_YOUR ASSIGNMENT_
Report each line of the records below that uses the word "compass".

═══

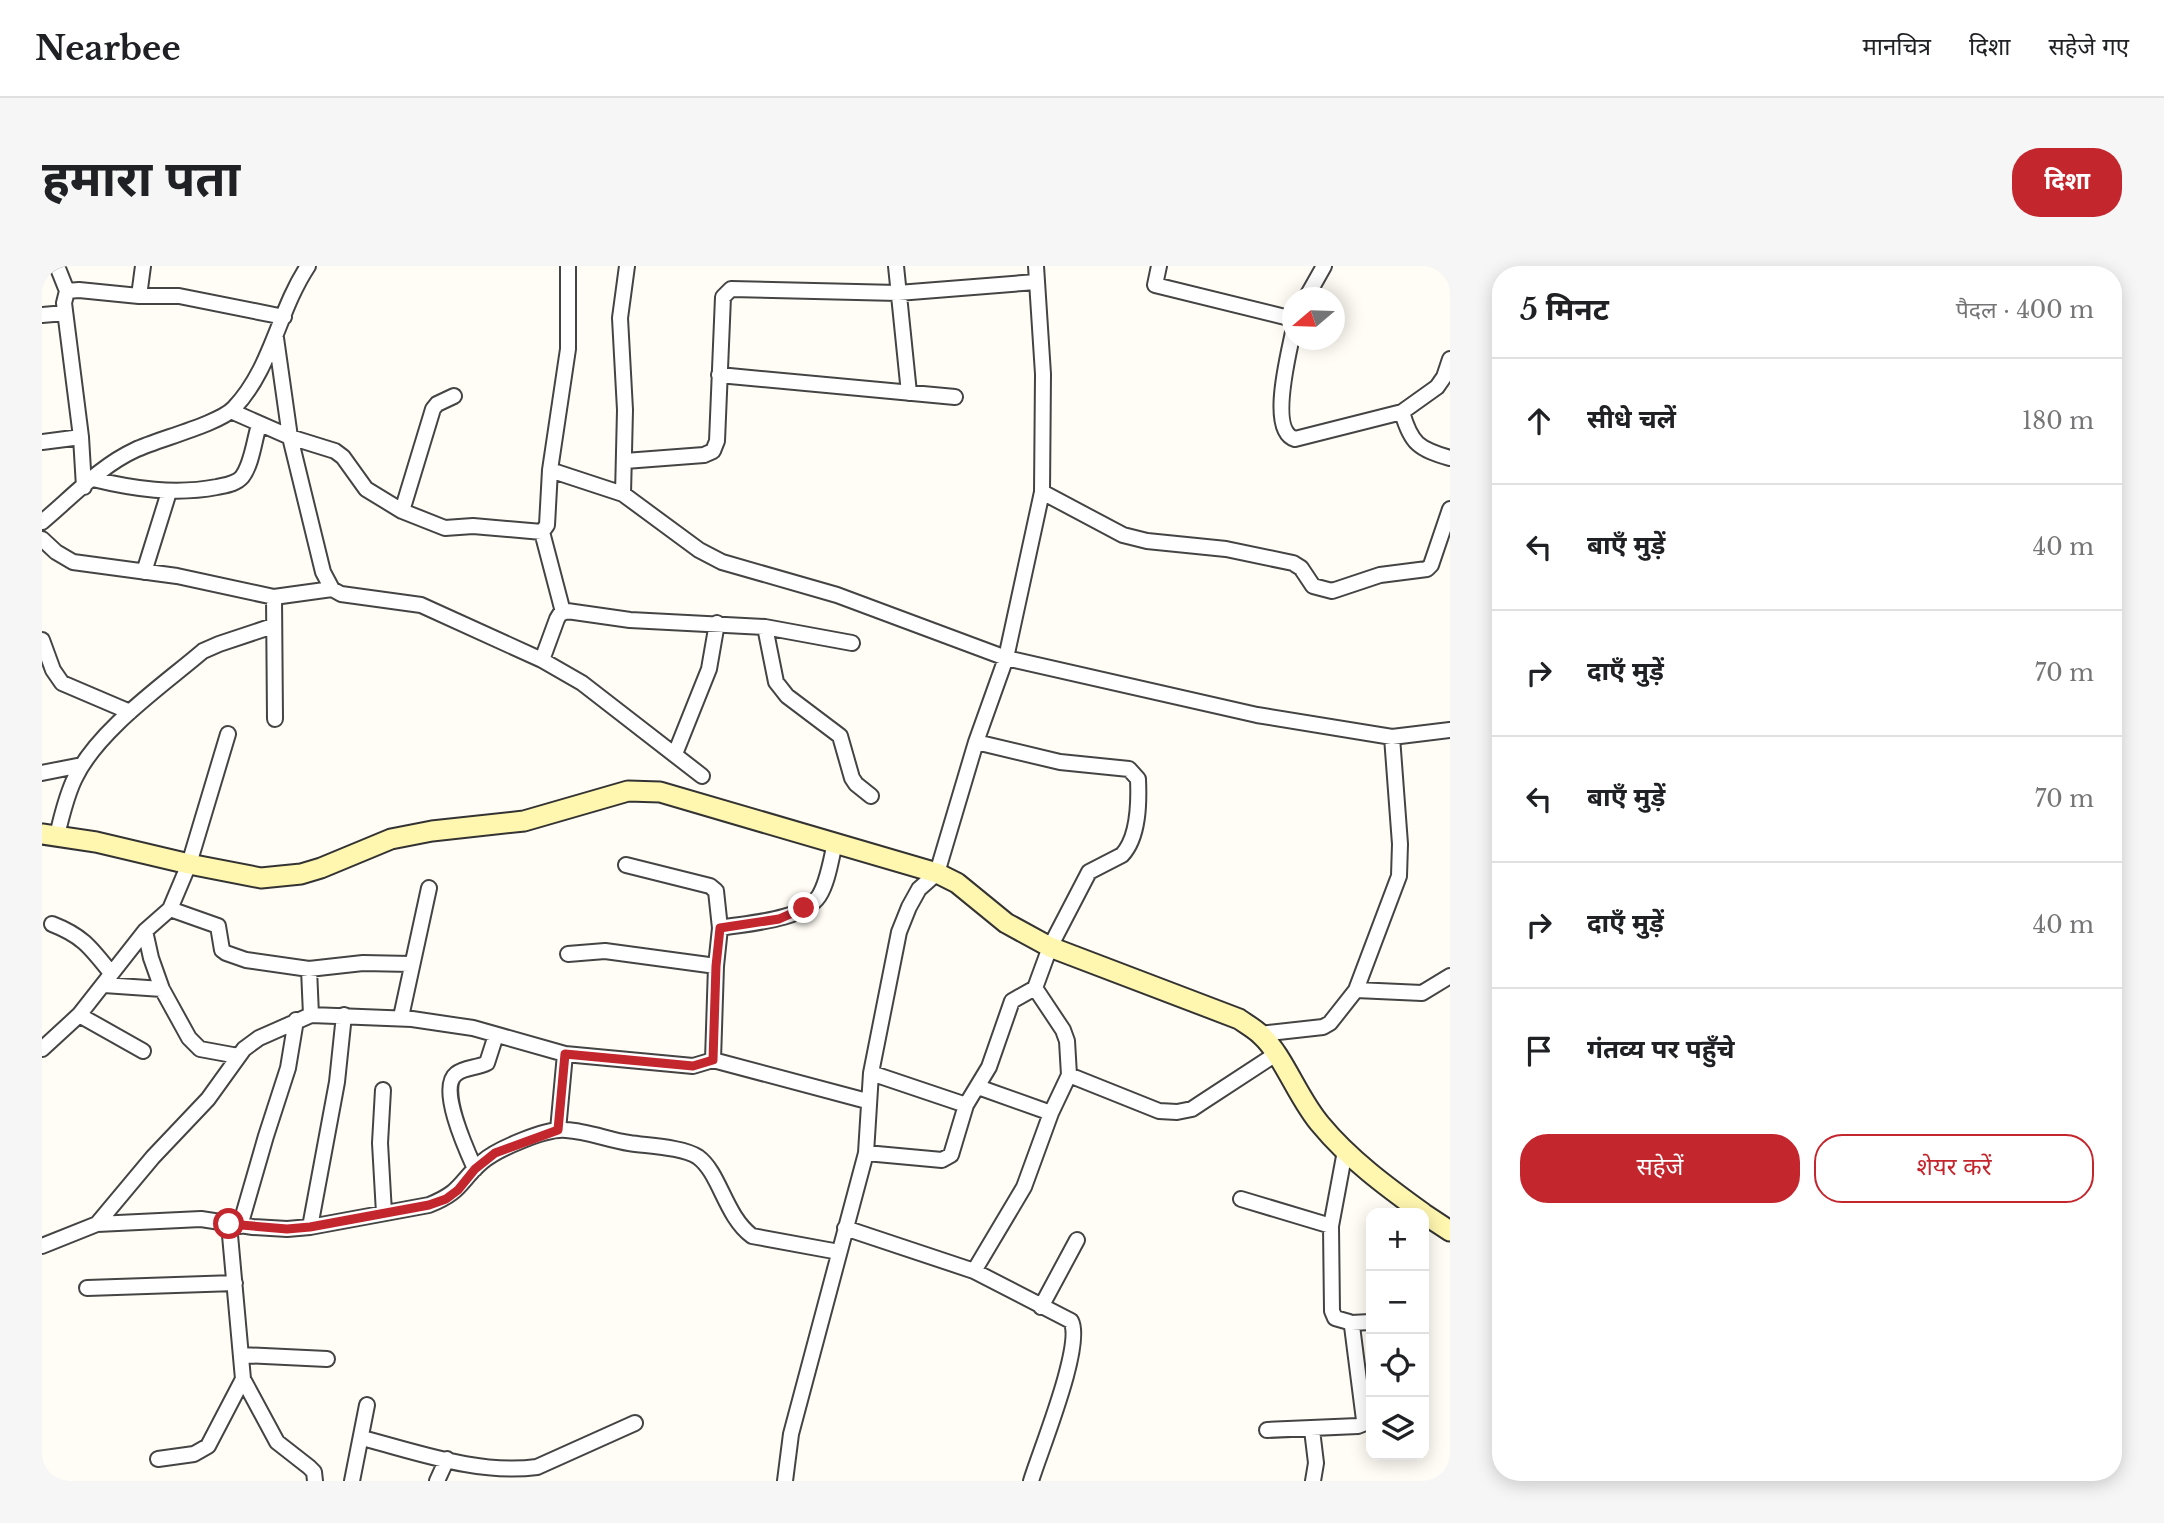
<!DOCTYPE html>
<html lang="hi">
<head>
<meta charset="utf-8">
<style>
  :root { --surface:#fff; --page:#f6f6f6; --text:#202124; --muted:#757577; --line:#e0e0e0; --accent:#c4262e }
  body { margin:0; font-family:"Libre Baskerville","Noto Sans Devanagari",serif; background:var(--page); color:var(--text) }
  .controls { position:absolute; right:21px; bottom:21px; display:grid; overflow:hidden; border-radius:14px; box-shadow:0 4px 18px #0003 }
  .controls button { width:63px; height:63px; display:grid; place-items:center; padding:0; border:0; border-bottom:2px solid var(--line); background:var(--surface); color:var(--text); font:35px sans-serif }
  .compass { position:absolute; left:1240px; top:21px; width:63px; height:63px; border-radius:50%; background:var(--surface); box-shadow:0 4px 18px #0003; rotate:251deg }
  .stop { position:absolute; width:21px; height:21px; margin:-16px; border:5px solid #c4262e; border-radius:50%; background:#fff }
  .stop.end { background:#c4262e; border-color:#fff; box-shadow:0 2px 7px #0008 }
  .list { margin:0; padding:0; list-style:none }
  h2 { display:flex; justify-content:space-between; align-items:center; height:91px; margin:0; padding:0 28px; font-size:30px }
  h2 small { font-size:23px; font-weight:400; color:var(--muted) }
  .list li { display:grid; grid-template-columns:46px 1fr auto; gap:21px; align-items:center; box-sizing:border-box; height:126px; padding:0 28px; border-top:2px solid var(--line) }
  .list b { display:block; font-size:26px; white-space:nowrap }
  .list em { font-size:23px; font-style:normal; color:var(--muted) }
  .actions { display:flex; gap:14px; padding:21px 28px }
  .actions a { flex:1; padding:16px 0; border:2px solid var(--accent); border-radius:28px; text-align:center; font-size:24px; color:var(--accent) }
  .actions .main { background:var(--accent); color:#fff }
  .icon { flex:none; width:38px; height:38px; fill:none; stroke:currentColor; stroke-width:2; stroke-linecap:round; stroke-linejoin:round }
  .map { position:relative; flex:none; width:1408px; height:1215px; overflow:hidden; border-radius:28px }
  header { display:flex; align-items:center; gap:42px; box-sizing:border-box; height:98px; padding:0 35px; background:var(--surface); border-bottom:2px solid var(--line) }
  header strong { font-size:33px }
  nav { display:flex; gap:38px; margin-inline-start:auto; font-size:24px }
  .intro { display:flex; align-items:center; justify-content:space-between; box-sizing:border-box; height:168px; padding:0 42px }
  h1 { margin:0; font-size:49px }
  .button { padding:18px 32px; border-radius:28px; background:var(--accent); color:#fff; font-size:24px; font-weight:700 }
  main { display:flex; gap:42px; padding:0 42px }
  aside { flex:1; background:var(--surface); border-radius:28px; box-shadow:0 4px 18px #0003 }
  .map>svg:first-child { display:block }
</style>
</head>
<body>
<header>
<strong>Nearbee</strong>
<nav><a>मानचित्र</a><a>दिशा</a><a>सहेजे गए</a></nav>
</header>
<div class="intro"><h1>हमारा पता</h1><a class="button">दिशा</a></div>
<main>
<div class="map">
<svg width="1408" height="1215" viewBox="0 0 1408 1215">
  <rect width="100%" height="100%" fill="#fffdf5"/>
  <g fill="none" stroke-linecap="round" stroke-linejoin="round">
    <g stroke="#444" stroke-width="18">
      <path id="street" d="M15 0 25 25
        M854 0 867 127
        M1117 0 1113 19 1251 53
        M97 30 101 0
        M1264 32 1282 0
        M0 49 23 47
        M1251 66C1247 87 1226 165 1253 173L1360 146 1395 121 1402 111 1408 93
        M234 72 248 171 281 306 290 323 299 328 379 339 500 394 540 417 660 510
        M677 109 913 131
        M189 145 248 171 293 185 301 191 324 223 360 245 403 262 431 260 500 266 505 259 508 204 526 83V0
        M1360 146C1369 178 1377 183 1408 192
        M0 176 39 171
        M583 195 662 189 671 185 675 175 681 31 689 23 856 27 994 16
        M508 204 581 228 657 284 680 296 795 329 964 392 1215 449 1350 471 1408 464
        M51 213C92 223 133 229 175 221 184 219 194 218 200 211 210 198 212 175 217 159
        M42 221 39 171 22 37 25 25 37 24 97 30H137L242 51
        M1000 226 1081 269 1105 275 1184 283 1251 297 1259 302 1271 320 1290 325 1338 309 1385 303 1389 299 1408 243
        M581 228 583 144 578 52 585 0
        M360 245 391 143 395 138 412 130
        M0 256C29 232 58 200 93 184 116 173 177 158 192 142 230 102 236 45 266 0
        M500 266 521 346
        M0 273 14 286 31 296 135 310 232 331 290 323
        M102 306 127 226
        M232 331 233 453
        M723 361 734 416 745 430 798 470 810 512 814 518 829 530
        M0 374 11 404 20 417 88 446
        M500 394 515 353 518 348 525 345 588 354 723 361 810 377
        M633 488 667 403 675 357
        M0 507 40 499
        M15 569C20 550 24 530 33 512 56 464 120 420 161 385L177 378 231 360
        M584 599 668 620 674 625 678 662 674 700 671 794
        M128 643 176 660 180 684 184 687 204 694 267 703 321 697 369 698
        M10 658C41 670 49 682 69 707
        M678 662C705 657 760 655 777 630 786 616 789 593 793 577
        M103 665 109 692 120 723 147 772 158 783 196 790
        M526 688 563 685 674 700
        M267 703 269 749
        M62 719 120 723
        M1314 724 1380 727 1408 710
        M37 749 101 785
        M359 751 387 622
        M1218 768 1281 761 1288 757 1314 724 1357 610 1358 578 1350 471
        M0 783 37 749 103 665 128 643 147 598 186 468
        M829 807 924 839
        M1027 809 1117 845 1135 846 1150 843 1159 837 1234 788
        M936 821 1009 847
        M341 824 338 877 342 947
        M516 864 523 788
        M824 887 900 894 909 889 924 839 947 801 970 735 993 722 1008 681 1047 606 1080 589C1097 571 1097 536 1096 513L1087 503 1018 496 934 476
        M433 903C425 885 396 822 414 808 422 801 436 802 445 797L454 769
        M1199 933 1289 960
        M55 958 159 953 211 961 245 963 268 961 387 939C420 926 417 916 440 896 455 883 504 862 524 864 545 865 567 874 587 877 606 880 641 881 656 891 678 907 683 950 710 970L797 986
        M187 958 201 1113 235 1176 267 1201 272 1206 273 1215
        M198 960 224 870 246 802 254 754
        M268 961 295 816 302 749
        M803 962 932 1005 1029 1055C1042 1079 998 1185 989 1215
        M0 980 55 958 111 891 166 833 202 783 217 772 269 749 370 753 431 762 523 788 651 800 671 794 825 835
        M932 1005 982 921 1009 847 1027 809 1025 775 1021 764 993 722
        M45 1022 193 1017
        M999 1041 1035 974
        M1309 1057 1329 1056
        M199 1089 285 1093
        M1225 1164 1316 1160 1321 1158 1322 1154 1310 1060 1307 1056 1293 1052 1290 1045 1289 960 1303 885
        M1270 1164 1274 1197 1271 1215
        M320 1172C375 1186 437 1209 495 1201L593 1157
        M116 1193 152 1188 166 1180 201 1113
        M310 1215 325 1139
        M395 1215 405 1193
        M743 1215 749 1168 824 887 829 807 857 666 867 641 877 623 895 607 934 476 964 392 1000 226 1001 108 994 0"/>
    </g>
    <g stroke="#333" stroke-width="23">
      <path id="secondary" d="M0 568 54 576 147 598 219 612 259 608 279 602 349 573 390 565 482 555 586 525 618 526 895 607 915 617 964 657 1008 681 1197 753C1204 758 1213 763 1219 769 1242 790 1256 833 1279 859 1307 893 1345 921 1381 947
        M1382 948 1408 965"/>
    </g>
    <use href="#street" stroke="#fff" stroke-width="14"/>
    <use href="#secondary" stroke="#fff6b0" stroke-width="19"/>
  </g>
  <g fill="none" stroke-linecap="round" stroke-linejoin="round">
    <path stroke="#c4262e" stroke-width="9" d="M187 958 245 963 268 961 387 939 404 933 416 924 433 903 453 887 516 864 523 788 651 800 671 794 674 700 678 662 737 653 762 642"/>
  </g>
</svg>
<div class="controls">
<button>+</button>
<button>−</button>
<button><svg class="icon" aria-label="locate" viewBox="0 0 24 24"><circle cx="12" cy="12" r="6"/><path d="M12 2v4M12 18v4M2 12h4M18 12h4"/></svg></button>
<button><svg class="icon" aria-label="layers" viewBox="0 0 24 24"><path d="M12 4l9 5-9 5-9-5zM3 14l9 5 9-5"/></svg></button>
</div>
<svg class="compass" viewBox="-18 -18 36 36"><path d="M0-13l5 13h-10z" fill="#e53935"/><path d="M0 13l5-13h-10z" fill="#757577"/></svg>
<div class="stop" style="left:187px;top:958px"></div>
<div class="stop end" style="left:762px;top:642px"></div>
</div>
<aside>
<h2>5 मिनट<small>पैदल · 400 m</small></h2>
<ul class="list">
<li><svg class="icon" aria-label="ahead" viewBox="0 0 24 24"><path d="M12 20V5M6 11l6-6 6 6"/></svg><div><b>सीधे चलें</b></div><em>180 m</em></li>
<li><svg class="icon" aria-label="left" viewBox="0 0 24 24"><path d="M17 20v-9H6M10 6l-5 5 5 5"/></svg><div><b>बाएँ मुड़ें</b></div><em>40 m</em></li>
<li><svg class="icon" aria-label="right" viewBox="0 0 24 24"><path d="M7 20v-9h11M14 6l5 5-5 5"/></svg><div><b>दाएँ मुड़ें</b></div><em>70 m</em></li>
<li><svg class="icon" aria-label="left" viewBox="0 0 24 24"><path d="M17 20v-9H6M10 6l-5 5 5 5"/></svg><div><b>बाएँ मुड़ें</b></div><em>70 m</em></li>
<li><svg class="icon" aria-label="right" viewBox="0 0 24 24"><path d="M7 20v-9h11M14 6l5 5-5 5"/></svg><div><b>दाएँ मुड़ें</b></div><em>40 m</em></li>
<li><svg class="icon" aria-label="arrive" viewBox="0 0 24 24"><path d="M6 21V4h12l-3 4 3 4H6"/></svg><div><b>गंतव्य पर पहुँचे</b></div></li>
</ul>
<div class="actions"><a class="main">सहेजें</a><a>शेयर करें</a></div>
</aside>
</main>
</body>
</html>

═══

_PROBLEM SOLUTION_
  .compass { position:absolute; left:1240px; top:21px; width:63px; height:63px; border-radius:50%; background:var(--surface); box-shadow:0 4px 18px #0003; rotate:251deg }
<svg class="compass" viewBox="-18 -18 36 36"><path d="M0-13l5 13h-10z" fill="#e53935"/><path d="M0 13l5-13h-10z" fill="#757577"/></svg>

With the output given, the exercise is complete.